The consultation also proposes that groups of tax practitioners already subject to robust regulation would be excluded from the requirements, for example those providing legal services, licensed conveyancers and independent financial advisers. We don’t support such an exclusion because it wouldn’t produce a level playing field. Excluding parts of the tax adviser population would undermine any benefits from creating a new regulatory framework. In our view, any professional body that wanted to be a regulator for tax purposes should be required to meet the published eligibility criteria for tax regulatory bodies that will need to be put in place as part of the implementation of the new regime.

Mandatory registration of agents

We agree that any agent interacting with HMRC should have to register with HMRC, because HMRC needs to know who it is dealing with and should be able to track poor behaviour across different cases handled by an agent.

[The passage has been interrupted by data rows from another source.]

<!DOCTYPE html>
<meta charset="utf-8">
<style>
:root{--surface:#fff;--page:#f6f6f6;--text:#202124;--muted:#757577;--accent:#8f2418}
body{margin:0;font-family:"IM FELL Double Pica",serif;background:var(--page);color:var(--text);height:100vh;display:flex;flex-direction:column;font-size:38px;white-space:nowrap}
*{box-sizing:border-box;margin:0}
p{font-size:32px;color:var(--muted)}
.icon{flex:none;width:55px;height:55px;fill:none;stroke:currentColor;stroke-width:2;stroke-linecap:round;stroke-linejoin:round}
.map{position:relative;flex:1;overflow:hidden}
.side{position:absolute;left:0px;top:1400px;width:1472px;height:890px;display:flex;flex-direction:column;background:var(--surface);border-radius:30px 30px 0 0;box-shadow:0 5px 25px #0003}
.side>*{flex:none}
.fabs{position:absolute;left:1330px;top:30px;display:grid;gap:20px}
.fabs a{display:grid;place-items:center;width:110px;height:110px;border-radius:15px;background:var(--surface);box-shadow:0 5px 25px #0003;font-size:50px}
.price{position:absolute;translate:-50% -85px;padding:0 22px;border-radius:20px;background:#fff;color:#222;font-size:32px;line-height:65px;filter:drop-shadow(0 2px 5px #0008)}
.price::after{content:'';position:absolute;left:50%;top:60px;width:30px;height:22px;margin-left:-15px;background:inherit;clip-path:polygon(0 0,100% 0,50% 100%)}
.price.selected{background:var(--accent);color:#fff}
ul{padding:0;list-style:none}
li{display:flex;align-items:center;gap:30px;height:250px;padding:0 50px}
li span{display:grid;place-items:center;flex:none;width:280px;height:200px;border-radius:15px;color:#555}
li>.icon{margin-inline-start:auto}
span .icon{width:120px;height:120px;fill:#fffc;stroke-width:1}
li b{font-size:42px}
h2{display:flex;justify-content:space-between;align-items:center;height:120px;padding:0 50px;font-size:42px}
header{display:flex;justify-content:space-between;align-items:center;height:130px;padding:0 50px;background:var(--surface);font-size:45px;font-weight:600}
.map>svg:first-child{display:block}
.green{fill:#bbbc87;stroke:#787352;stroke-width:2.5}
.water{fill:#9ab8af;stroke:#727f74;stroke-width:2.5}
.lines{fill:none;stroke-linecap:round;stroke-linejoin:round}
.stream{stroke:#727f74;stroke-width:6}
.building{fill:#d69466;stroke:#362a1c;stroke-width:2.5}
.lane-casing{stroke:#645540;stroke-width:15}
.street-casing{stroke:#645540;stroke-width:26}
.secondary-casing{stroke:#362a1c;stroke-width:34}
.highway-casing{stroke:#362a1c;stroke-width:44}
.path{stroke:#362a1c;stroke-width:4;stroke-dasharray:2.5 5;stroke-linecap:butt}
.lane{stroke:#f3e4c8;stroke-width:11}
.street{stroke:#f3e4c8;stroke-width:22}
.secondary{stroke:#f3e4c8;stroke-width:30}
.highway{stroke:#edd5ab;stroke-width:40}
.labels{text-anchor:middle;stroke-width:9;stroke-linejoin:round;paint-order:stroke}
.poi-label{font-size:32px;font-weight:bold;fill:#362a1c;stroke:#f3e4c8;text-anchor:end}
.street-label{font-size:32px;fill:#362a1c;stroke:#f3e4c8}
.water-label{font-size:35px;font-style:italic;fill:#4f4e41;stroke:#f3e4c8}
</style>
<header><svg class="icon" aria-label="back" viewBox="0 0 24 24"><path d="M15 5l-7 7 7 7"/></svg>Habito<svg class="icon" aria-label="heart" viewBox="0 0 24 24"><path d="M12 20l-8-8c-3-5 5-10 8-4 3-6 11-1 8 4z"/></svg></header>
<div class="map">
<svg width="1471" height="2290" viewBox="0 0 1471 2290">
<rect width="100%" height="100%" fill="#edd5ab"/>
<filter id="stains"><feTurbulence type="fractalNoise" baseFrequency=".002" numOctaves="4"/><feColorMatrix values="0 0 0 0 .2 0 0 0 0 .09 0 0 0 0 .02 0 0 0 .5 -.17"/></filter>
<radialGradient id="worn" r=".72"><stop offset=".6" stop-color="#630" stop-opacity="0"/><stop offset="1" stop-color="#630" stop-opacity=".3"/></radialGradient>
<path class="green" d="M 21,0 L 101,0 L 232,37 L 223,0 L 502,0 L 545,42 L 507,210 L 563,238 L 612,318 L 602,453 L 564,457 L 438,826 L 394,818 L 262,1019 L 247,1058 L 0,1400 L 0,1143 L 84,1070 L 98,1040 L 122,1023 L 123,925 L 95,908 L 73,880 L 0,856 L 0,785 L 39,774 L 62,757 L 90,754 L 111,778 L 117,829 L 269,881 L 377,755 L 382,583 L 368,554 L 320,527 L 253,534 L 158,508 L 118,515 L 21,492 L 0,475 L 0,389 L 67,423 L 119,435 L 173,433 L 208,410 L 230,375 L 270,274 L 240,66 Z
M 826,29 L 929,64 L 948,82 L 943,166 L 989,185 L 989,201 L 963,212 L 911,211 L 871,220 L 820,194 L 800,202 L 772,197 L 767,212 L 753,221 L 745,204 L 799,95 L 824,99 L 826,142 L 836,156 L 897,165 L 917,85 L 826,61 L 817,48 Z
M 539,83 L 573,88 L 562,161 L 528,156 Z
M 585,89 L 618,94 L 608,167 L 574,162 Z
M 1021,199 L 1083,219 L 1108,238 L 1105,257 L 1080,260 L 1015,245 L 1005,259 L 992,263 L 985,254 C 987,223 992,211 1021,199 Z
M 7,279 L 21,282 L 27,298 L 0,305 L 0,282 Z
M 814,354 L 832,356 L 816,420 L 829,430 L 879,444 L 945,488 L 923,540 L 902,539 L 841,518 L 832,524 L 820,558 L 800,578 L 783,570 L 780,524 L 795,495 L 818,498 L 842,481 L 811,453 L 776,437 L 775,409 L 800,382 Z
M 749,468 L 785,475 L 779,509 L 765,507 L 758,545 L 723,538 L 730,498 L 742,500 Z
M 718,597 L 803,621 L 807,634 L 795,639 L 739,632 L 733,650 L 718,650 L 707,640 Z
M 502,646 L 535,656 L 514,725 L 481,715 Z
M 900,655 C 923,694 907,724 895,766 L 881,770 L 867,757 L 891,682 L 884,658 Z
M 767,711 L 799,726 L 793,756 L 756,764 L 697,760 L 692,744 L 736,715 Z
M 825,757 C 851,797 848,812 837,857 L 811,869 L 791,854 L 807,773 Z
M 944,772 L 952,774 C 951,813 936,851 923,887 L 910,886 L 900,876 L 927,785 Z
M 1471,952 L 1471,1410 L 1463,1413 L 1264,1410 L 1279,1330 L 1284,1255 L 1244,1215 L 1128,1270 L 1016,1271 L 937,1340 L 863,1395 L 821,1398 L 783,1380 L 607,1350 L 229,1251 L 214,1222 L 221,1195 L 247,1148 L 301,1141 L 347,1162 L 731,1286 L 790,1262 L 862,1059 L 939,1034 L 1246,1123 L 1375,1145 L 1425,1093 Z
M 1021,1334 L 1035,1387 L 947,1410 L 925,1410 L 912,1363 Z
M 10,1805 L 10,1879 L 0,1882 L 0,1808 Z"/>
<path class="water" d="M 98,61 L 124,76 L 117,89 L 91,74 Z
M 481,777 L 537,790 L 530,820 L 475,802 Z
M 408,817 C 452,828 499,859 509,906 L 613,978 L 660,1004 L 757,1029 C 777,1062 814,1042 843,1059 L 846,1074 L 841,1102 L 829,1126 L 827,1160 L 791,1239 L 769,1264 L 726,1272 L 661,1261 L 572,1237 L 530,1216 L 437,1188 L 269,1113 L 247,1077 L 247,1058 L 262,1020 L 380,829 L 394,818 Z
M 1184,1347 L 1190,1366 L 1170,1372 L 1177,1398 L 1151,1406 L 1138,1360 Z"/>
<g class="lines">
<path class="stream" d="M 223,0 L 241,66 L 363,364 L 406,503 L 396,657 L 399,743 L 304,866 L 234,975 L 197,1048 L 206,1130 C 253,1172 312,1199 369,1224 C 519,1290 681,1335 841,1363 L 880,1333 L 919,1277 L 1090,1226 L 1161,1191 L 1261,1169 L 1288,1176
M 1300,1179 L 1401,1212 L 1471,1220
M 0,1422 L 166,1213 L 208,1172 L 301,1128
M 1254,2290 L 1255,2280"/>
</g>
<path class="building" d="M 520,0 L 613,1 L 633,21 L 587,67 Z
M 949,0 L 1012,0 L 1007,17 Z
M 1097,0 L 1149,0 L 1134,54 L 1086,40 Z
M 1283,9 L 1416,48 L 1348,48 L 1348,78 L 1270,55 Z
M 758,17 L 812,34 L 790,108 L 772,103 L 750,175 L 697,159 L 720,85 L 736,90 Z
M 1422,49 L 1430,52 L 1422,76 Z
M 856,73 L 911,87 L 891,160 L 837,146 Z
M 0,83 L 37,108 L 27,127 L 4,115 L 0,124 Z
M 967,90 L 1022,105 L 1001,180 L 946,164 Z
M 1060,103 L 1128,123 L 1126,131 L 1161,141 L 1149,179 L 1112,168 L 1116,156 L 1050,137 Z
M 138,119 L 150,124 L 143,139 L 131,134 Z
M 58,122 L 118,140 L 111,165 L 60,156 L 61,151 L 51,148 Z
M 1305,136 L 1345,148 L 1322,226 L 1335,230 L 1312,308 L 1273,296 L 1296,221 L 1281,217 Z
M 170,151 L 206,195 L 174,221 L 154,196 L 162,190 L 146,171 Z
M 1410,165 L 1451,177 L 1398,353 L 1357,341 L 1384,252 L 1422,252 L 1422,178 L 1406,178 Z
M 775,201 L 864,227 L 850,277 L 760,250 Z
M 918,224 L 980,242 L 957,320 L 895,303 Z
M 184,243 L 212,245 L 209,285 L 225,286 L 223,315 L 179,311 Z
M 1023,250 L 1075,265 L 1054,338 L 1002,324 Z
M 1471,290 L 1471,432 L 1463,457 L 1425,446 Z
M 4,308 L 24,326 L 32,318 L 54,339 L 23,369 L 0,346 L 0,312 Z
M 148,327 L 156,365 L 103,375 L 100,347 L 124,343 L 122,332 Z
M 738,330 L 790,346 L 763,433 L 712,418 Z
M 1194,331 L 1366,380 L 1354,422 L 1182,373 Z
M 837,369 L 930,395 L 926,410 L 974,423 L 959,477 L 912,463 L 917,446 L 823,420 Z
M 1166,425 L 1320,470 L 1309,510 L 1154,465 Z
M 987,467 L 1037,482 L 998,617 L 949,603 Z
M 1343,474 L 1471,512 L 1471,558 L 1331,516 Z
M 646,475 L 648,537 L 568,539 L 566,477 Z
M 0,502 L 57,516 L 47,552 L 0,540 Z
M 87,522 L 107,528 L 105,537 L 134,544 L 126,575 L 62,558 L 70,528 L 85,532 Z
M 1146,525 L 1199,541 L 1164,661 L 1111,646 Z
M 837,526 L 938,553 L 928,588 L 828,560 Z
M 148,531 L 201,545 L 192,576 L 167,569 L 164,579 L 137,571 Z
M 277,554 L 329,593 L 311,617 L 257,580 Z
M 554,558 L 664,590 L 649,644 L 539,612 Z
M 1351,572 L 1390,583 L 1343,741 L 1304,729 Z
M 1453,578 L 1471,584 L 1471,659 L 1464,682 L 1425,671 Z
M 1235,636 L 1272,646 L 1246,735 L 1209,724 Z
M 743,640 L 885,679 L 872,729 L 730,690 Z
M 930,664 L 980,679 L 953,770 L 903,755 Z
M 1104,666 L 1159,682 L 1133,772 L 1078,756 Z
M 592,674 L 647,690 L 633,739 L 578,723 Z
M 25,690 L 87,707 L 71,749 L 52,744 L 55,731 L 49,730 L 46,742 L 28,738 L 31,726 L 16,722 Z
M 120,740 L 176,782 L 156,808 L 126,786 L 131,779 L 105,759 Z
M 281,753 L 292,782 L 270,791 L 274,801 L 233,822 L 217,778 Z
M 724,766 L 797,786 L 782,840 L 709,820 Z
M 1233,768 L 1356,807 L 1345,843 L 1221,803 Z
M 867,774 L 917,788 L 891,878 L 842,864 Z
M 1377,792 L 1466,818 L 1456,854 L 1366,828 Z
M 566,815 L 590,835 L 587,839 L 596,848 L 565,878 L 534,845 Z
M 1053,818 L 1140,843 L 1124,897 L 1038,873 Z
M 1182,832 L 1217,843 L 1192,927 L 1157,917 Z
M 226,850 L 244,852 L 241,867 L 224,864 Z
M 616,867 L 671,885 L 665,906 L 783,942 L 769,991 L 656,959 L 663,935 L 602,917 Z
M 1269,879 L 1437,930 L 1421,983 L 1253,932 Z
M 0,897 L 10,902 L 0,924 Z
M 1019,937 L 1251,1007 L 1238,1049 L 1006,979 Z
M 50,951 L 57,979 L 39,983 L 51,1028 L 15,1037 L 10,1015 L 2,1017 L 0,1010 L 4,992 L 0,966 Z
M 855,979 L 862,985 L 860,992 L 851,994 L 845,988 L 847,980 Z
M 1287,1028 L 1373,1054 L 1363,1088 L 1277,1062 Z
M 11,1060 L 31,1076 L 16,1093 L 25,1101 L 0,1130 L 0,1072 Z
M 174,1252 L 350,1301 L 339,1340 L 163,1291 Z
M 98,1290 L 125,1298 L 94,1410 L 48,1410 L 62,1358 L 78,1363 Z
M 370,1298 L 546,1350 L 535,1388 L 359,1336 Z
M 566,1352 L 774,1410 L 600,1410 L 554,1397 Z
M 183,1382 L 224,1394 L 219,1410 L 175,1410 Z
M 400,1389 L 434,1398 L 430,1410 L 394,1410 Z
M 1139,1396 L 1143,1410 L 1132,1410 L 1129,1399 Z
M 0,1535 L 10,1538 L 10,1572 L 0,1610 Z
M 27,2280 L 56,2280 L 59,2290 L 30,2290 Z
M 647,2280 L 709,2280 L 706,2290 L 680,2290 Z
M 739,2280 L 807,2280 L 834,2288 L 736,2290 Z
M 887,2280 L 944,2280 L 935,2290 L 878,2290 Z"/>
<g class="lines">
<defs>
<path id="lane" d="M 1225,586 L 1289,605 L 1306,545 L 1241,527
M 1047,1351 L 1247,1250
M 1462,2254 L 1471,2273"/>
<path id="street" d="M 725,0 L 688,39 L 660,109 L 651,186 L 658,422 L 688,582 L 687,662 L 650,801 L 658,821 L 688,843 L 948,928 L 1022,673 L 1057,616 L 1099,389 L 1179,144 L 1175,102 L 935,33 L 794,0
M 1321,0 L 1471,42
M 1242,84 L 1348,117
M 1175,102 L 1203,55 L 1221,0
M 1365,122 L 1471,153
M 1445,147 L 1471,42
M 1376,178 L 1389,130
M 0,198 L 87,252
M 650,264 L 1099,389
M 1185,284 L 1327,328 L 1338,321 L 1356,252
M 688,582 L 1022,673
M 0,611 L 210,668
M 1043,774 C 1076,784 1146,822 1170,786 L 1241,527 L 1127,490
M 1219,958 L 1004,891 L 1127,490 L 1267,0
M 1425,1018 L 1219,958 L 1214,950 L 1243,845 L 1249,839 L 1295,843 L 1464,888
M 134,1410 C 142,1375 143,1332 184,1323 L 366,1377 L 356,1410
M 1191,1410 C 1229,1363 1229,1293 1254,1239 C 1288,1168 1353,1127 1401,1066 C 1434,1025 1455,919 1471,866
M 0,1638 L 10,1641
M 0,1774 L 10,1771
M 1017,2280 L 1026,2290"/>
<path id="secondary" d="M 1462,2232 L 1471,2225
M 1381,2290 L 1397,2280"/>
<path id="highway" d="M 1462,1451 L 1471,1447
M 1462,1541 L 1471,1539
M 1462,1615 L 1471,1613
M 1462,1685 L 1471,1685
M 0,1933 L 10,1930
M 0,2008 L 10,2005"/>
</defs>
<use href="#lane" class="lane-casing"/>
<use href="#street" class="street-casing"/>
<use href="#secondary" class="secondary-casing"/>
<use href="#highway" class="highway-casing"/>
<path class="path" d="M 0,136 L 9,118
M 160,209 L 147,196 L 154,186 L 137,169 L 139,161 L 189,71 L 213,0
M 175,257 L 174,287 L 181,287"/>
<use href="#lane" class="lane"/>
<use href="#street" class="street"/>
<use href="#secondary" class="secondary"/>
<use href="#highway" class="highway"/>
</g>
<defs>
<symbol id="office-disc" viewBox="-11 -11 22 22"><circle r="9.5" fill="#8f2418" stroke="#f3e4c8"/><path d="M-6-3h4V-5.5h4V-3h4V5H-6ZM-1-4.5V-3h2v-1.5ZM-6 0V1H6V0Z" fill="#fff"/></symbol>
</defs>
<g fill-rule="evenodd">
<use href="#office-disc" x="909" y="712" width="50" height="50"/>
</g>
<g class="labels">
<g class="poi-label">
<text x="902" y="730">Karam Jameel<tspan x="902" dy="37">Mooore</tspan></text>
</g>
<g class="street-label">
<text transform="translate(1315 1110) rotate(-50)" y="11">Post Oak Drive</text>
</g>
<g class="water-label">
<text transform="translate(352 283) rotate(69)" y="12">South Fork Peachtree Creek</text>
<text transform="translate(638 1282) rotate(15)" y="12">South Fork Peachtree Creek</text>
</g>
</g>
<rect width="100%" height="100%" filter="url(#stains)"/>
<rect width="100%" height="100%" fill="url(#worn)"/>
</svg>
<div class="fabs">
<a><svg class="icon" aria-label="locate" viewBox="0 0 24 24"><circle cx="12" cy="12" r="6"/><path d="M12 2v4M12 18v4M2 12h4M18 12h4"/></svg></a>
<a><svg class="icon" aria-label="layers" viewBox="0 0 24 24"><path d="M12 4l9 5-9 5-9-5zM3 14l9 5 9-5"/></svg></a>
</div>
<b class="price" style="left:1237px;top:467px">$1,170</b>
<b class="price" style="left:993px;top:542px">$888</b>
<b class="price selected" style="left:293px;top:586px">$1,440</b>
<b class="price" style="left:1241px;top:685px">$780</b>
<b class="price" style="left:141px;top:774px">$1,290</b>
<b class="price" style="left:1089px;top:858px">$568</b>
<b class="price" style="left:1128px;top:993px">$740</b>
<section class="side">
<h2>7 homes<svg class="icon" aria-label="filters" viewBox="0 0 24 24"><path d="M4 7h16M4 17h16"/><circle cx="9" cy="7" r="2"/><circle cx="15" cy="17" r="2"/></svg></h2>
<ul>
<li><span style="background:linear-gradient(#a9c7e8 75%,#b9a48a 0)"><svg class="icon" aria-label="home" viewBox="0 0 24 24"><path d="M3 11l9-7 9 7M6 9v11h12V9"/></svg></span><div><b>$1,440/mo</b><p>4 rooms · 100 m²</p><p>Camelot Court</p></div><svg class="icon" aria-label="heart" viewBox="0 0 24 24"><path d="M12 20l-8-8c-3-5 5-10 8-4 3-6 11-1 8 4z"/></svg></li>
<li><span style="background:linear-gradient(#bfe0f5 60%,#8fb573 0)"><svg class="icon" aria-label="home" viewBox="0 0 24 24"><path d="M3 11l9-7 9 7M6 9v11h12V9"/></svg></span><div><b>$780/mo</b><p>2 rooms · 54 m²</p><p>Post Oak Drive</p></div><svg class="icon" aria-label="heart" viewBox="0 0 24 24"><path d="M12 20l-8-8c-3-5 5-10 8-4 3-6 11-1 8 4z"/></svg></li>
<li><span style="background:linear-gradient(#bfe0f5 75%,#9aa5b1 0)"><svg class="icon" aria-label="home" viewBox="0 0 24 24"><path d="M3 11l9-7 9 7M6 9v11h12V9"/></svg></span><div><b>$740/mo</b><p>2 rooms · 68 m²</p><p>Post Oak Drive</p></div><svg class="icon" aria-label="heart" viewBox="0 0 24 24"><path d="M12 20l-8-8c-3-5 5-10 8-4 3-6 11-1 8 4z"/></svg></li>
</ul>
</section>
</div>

Joint response to the consultation

ICAS is one of the seven professional bodies that make up the Professional Conduct in Relation to Taxation (PCRT) group. PCRT is a code setting out the principles and standards of behaviour that all members, affiliates and students of the PCRT bodies must follow in their tax work.

The group has submitted a joint response to the consultation, supporting the first option (mandatory membership of a professional body), if it is appropriately designed and scoped. This option builds on work the group has done to drive high standards through developing and embedding PCRT within our membership. Using existing mechanisms for monitoring and enforcement is likely to be the least costly and least disruptive approach for those who already meet high standards.

The response also calls for the potential costs of the proposed regime to be quantified. Any increased costs need to be proportionate to the identified shortcomings in the existing tax advice market.